[Stored data entries]
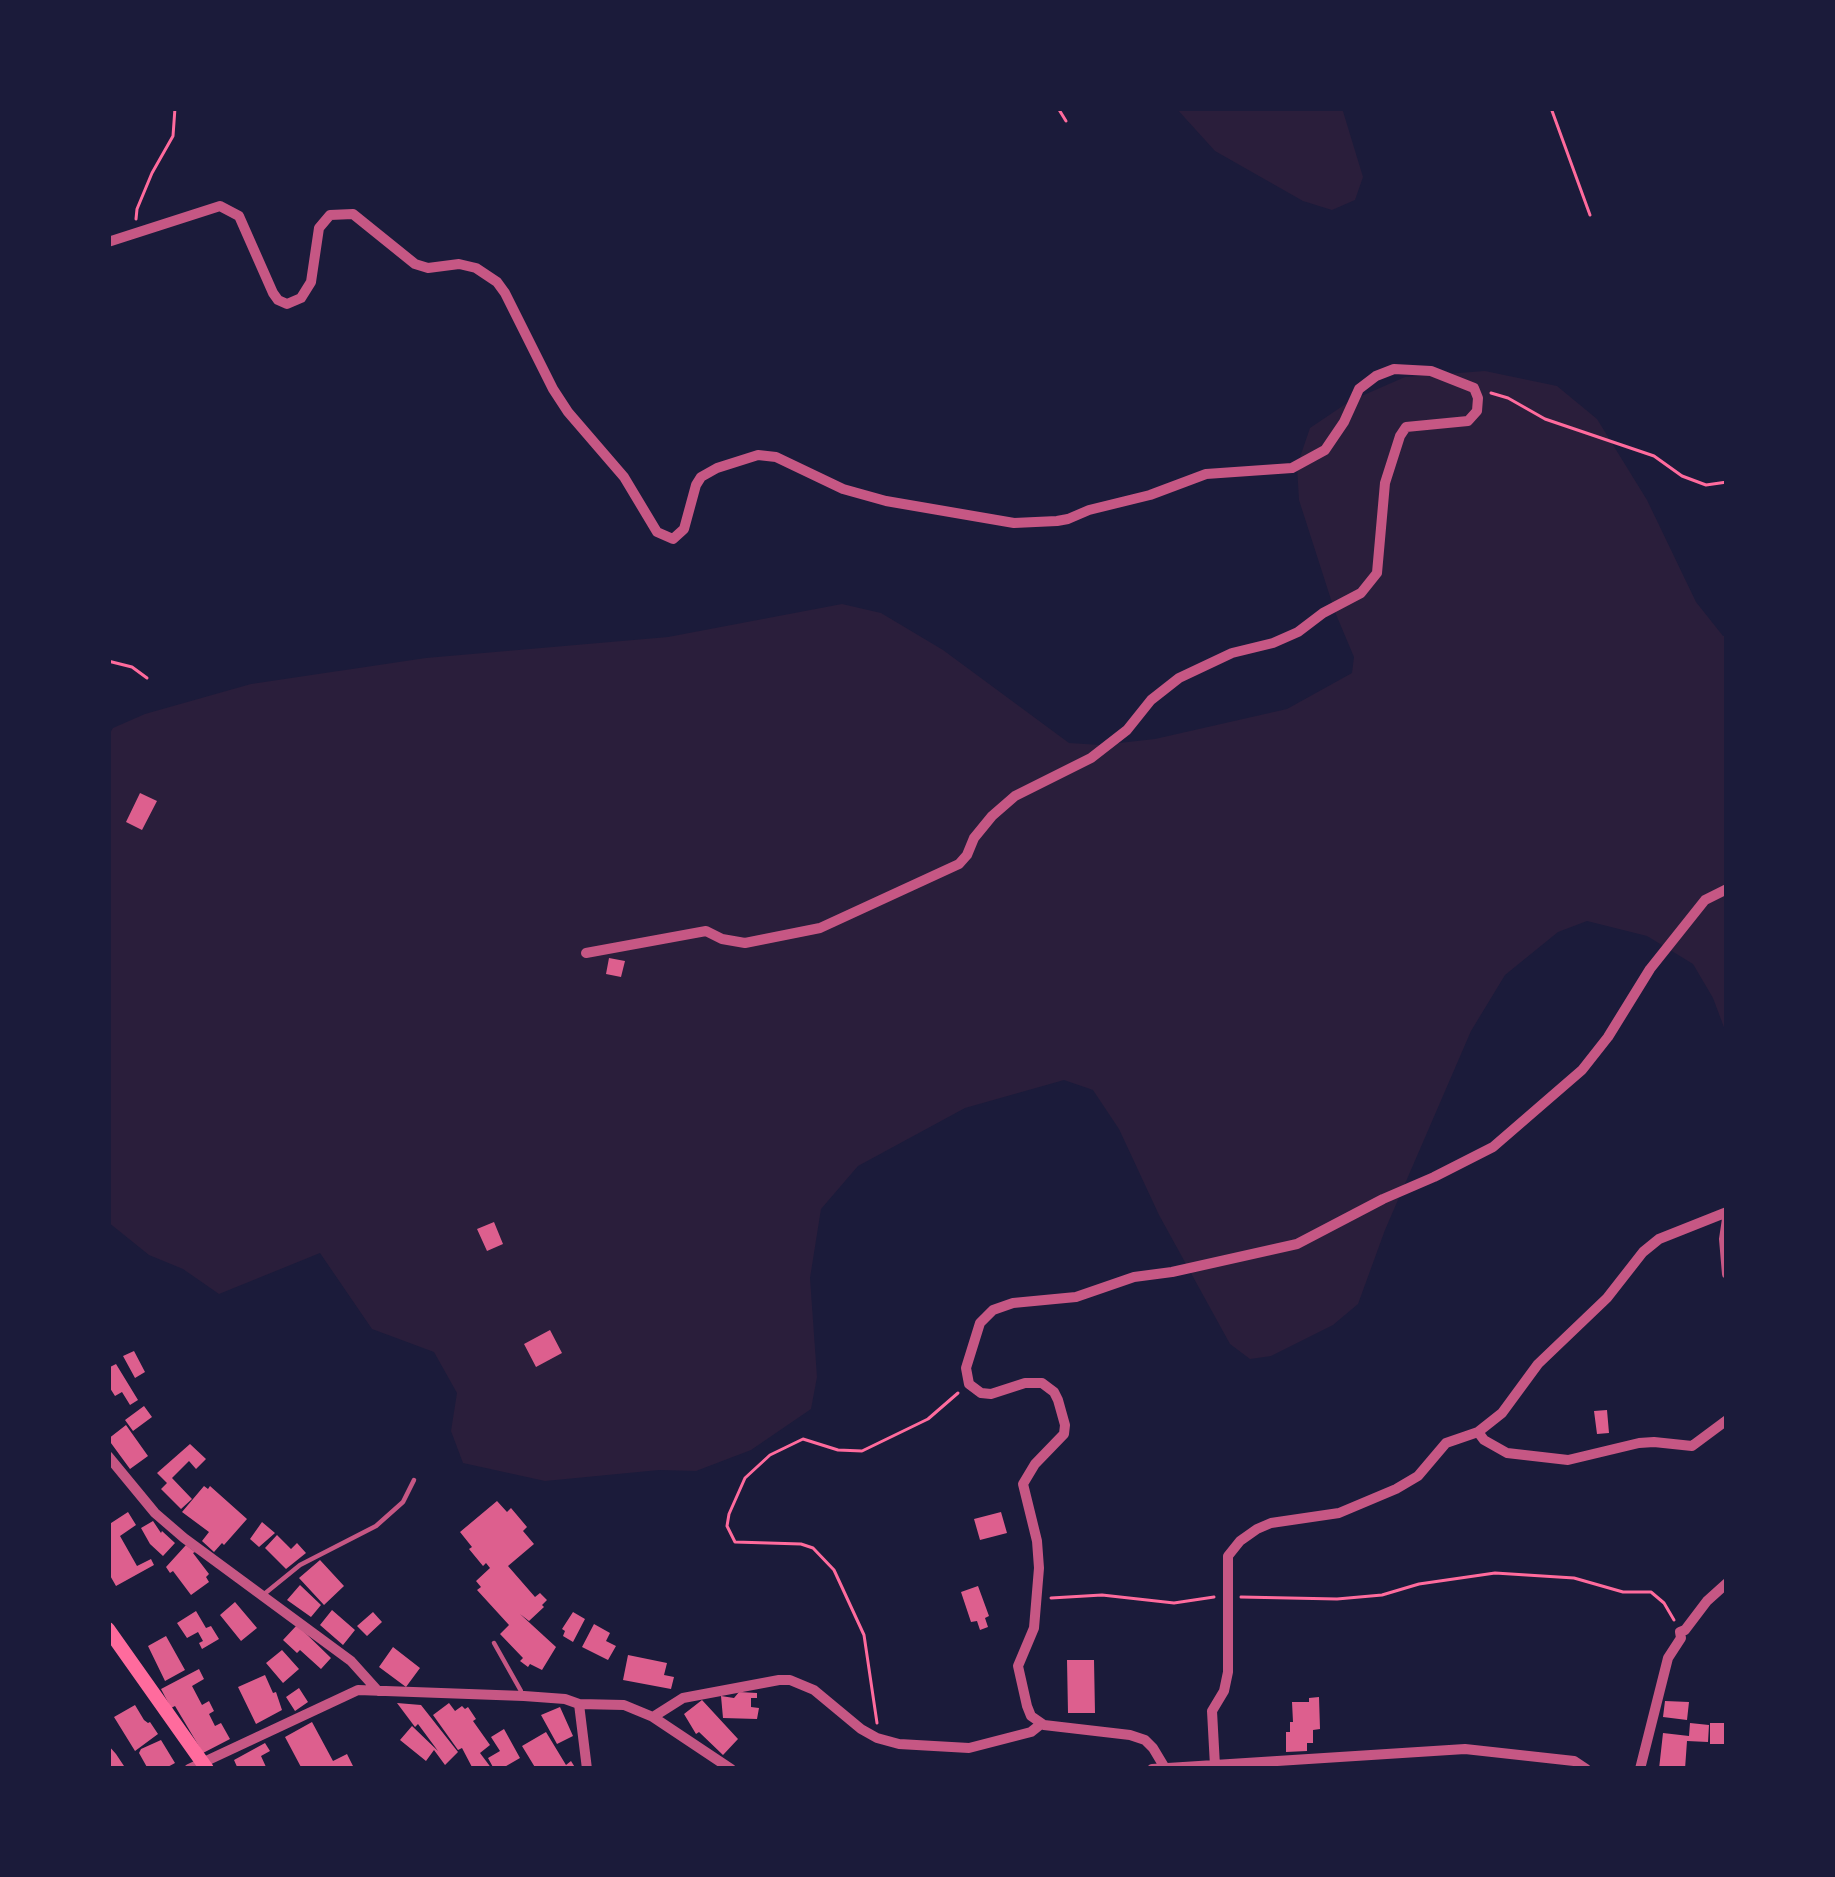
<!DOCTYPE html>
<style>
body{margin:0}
#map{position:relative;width:1835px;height:1877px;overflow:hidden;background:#1b1b3a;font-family:Signika,sans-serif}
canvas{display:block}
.frame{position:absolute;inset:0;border:111px solid #1b1b3a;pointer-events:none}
</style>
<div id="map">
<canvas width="1835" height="1877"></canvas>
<div class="frame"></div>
</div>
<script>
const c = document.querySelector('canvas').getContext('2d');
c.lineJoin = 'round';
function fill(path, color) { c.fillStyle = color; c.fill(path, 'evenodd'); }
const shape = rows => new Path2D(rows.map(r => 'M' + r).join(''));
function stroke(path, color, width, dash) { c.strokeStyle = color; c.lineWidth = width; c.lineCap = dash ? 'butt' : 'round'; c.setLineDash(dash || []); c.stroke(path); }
const green = shape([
 [1176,108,1342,108,1363,177,1355,200,1332,210,1303,201,1215,151],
 [1485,371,1557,386,1597,419,1647,500,1696,602,1723,636,1727,636,1727,1081,1725,1030,1713,998,1693,964,1647,936,1587,921,1558,932,1505,975,1471,1031,1385,1230,1358,1304,1333,1325,1271,1356,1250,1359,1230,1344,1159,1215,1119,1129,1093,1090,1064,1080,965,1108,858,1166,821,1209,810,1278,817,1377,811,1409,751,1450,696,1471,659,1470,545,1481,463,1463,451,1431,457,1393,434,1352,372,1329,320,1253,219,1294,183,1269,149,1255,108,1222,108,736,113,728,145,714,251,684,426,658,668,637,842,604,881,613,943,650,1069,743,1101,745,1155,739,1287,709,1352,673,1354,657,1335,612,1299,500,1297,466,1310,428,1350,401,1405,377]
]);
const building = shape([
 [140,793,157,801,142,830,126,822],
 [609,958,625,961,621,977,606,974],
 [494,1222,503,1244,487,1251,477,1229],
 [550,1330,562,1353,536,1367,524,1344],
 [134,1351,145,1372,135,1378,123,1356],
 [116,1364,138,1400,130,1405,122,1392,115,1396,108,1385,108,1368],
 [144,1406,152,1417,133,1431,125,1420],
 [1607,1410,1609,1433,1597,1434,1594,1411],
 [126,1425,148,1456,130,1469,108,1439],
 [190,1444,206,1459,196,1469,189,1461,172,1478,192,1499,181,1509,161,1489,167,1483,157,1473],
 [204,1486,208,1489,210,1486,247,1519,224,1545,222,1543,214,1552,202,1541,209,1532,182,1512],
 [497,1501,507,1512,511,1508,527,1527,523,1531,534,1544,508,1566,535,1597,540,1593,547,1600,542,1605,544,1607,529,1621,520,1614,556,1647,542,1670,530,1664,528,1667,520,1661,523,1658,500,1634,509,1625,477,1590,481,1587,476,1581,490,1568,486,1563,483,1566,469,1549,472,1547,460,1532],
 [128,1512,136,1525,120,1536,137,1566,151,1559,154,1565,116,1586,108,1572,108,1525],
 [1001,1512,1007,1533,980,1540,974,1519],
 [153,1521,161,1533,162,1531,175,1543,163,1556,150,1544,141,1528],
 [262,1522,275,1533,259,1547,250,1539],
 [277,1535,291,1549,297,1543,306,1553,286,1569,265,1548],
 [186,1545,195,1552,193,1553,209,1574,206,1577,209,1582,191,1595,173,1571,170,1573,166,1567],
 [320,1560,344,1586,324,1605,299,1578],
 [300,1585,321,1605,311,1617,287,1600],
 [978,1586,989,1616,985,1618,988,1627,980,1630,977,1621,971,1622,961,1592],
 [235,1602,257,1628,241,1641,220,1615],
 [332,1610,355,1630,343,1645,320,1625],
 [196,1611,206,1628,211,1626,219,1639,202,1649,199,1643,203,1641,198,1632,187,1638,177,1623],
 [373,1612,382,1622,367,1636,357,1626],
 [573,1612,585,1619,573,1642,563,1636,565,1631,562,1629],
 [594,1624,610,1633,606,1641,616,1646,608,1660,582,1647],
 [297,1625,331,1658,321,1669,300,1650,297,1653,283,1640],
 [166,1636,185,1670,165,1681,148,1646],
 [393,1647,420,1668,406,1687,379,1667],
 [282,1650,299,1669,283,1683,266,1663],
 [628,1655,667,1663,664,1675,674,1677,671,1689,623,1680],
 [1067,1660,1094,1660,1095,1713,1068,1713],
 [199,1669,204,1679,192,1686,202,1705,209,1701,214,1711,209,1714,215,1726,221,1723,230,1739,203,1753,175,1706,171,1708,161,1689],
 [265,1675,273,1693,276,1692,282,1710,256,1724,238,1687],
 [299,1688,308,1702,295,1711,286,1697],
 [739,1692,757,1693,757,1698,751,1698,751,1707,759,1708,757,1719,723,1718,721,1696,734,1698],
 [1319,1697,1320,1729,1313,1730,1313,1743,1307,1743,1307,1751,1286,1752,1286,1732,1290,1732,1290,1722,1293,1722,1292,1702,1309,1702,1309,1698],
 [702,1700,738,1739,723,1755,699,1732,696,1734,684,1714],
 [1665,1701,1689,1702,1687,1720,1663,1717],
 [397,1703,421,1705,458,1752,445,1765,434,1750,426,1761,400,1740,412,1726,438,1751,418,1724,415,1727],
 [449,1703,455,1711,462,1706,465,1709,468,1707,476,1719,473,1721,490,1745,480,1753,492,1769,473,1769,462,1748,458,1750,433,1715],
 [135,1705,144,1720,148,1723,150,1722,158,1734,135,1751,114,1717],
 [560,1707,573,1736,557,1744,541,1715],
 [312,1722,333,1761,347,1754,353,1766,348,1769,302,1769,285,1737],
 [1690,1723,1709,1725,1708,1742,1687,1741,1685,1769,1659,1769,1663,1733,1689,1736],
 [1710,1723,1727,1723,1727,1744,1710,1744],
 [504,1729,520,1758,501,1769,494,1769,488,1758,500,1751,491,1737],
 [546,1732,566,1765,571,1761,576,1769,536,1769,522,1746],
 [161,1740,175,1763,164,1769,148,1769,139,1753,141,1749],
 [265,1743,270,1751,261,1756,266,1767,238,1769,234,1760],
 [108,1745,116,1754,126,1769,108,1769]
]);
const path = shape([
 [1058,108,1066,121],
 [1551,108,1590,215],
 [136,219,137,209,152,173,173,136,175,108],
 [1491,393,1508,398,1545,419,1654,456,1682,476,1706,485,1727,482],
 [108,661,132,667,147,678],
 [1241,1597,1337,1599,1382,1595,1419,1584,1495,1573,1574,1578,1623,1592,1651,1592,1664,1603,1674,1620],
 [1051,1598,1102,1595,1174,1603,1214,1597],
 [877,1723,864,1635,834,1570,813,1548,801,1544,735,1542,727,1526,729,1514,745,1478,770,1455,803,1439,838,1450,862,1451,928,1419,958,1393]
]);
const service = shape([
 [263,1595,300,1565,376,1526,403,1502,414,1480],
 [494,1643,521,1691]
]);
const minor = shape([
 [108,242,220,206,239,216,273,293,278,300,287,304,301,298,311,282,319,228,330,215,353,214,415,264,428,268,459,264,476,268,497,282,505,293,553,389,568,412,624,477,657,532,673,539,684,529,696,485,701,477,717,468,758,455,776,457,843,489,886,501,1014,523,1057,521,1068,519,1089,510,1150,495,1206,474,1292,468,1325,450,1344,422,1359,389,1376,376,1394,369,1431,371,1474,388,1478,398,1477,411,1468,421,1406,427,1400,436,1385,483,1377,573,1361,593,1323,613,1298,632,1273,643,1232,653,1179,678,1151,700,1127,730,1091,758,1015,796,992,816,974,838,967,855,959,864,820,928,745,943,722,939,706,931,586,953],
 [1727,1219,1724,1239,1727,1274],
 [1478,1432,1484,1440,1507,1453,1568,1460,1639,1443,1654,1442,1692,1446,1727,1420],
 [108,1456,155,1513,184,1538,351,1661,378,1691],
 [579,1704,587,1769],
 [653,1717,683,1698,779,1680,790,1680,814,1690,861,1729,877,1738,899,1744,969,1748,1031,1732,1041,1724],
 [1215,1766,1212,1711,1224,1691,1228,1672,1228,1556,1240,1541,1257,1529,1271,1523,1339,1513,1396,1489,1418,1476,1446,1443,1478,1432,1502,1413,1538,1364,1607,1298,1643,1252,1659,1239,1727,1212],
 [1165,1768,1153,1748,1145,1740,1130,1735,1044,1725,1031,1716,1027,1706,1018,1666,1034,1628,1039,1568,1037,1541,1023,1484,1035,1464,1064,1434,1065,1425,1058,1400,1054,1392,1042,1383,1025,1383,991,1394,981,1393,969,1384,966,1368,980,1323,993,1310,1013,1303,1076,1297,1134,1277,1172,1272,1297,1244,1383,1199,1434,1177,1493,1147,1582,1070,1608,1037,1650,969,1705,900,1727,889],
 [189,1769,358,1690,524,1696,565,1699,579,1704,624,1705,653,1717,731,1769],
 [1152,1769,1465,1749,1574,1761,1586,1769],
 [1640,1769,1668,1658,1681,1638,1680,1632,1685,1630,1707,1601,1727,1583]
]);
const secondary = shape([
 [108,1629,207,1769]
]);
fill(green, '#2a1e3b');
fill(building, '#dd5f8e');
stroke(path, '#ff6b9d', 3);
stroke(service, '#c65784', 4.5);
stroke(minor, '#c65784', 10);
stroke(secondary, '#ff6b9d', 14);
</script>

Assigned task -
Whenever a line in the records above contains the string "canvas", copy that line.

Response box -
canvas{display:block}
<canvas width="1835" height="1877"></canvas>
const c = document.querySelector('canvas').getContext('2d');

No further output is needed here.